Are those services, like people by name, people finders, spokeo, etc, that take money reverse look up phone numbers legit?


----------



## kristin2349 (Sep 12, 2013)

I used Intellius when other free sources failed a reverse cell look up and was successful. It was under $5


----------



## Tobyboy (Jun 13, 2013)

Namefromphone.com


----------



## PieceOfSky (Apr 7, 2013)

I have tried both Spokeo and Intellius. My feeling was that they were legit and useful. I preferred Intellius... I kept running into things Spokeo would only show me for an extra fee on top of what I had paid.
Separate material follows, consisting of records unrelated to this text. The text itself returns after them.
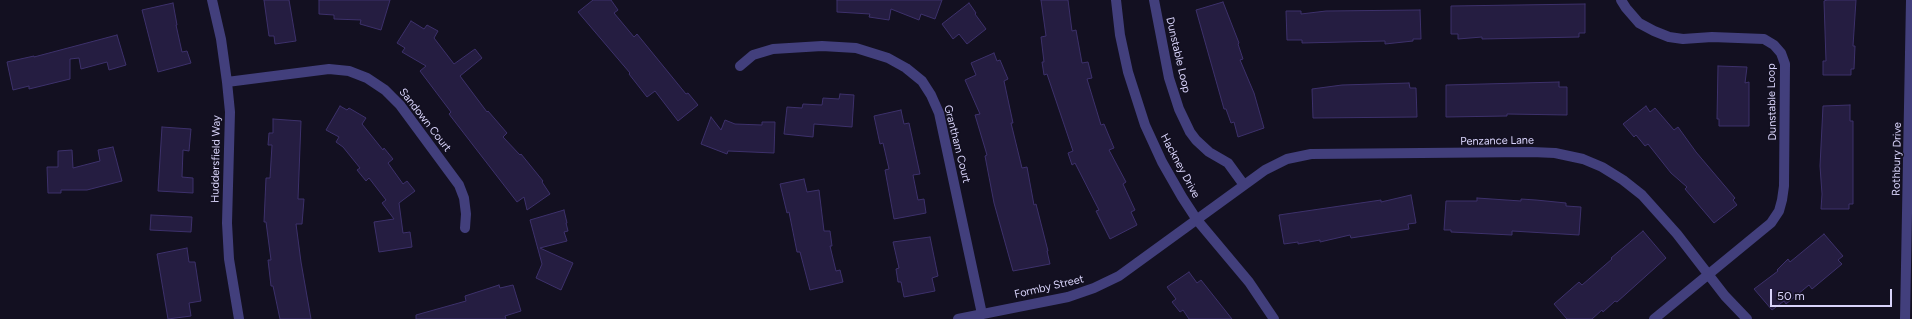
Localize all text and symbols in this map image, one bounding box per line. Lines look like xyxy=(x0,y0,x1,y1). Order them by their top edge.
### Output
street label: Dunstable Loop xyxy=(1163,16,1193,94)
street label: Dunstable Loop xyxy=(1765,63,1779,141)
street label: Sandown Court xyxy=(396,86,454,154)
street label: Grantham Court xyxy=(941,104,973,184)
street label: Huddersfield Way xyxy=(209,115,223,203)
street label: Rothbury Drive xyxy=(1890,122,1904,196)
street label: Hackney Drive xyxy=(1157,132,1203,200)
street label: Penzance Lane xyxy=(1460,134,1534,148)
street label: Formby Street xyxy=(1013,273,1085,301)
scale bar xyxy=(1772,281,1894,307)
text: 50 m xyxy=(1777,289,1805,303)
If you are lazy/forgetful like me, then be be careful about cancelling any "trial subscriptions" you sign up for. Such subscriptions are a good deal, compared to their one-time single search result fee. But, if you keep them past the introductory rate and for no good reason, well... 

When I did attempt to cancel Spokeo, Spokeo's subscription cancelling page implied I had closed out all my subscriptions... but, in fact, there was an add-on plan with "a partner" that had not gotten closed. When I finally noticed it a couple of months later, they said they would refund my charges to an extent that sounded good to me. (Maybe I should follow up to see that that was done...!)


----------



## kristin2349 (Sep 12, 2013)

PieceOfSky said:


> I have tried both Spokeo and Intellius. My feeling was that they were legit and useful. I preferred Intellius... I kept running into things Spokeo would only show me for an extra fee on top of what I had paid.
> 
> If you are lazy/forgetful like me, then be be careful about cancelling any "trial subscriptions" you sign up for. Such subscriptions are a good deal, compared to their one-time single search result fee. But, if you keep them past the introductory rate and for no good reason, well...
> 
> When I did attempt to cancel Spokeo, Spokeo's subscription cancelling page implied I had closed out all my subscriptions... but, in fact, there was an add-on plan with "a partner" that had not gotten closed. When I finally noticed it a couple of months later, they said they would refund my charges to an extent that sounded good to me. (Maybe I should follow up to see that that was done...!)



With Intellius you can pay per search without having to worry about cancelling a subscription.


----------



## Bamzor (Aug 15, 2012)

Spydialer . com can give you a hint full name, last name, both, or unknown. It will pull up the other persons voicemail for you to listen for name.. male or female..etc. Its free.


----------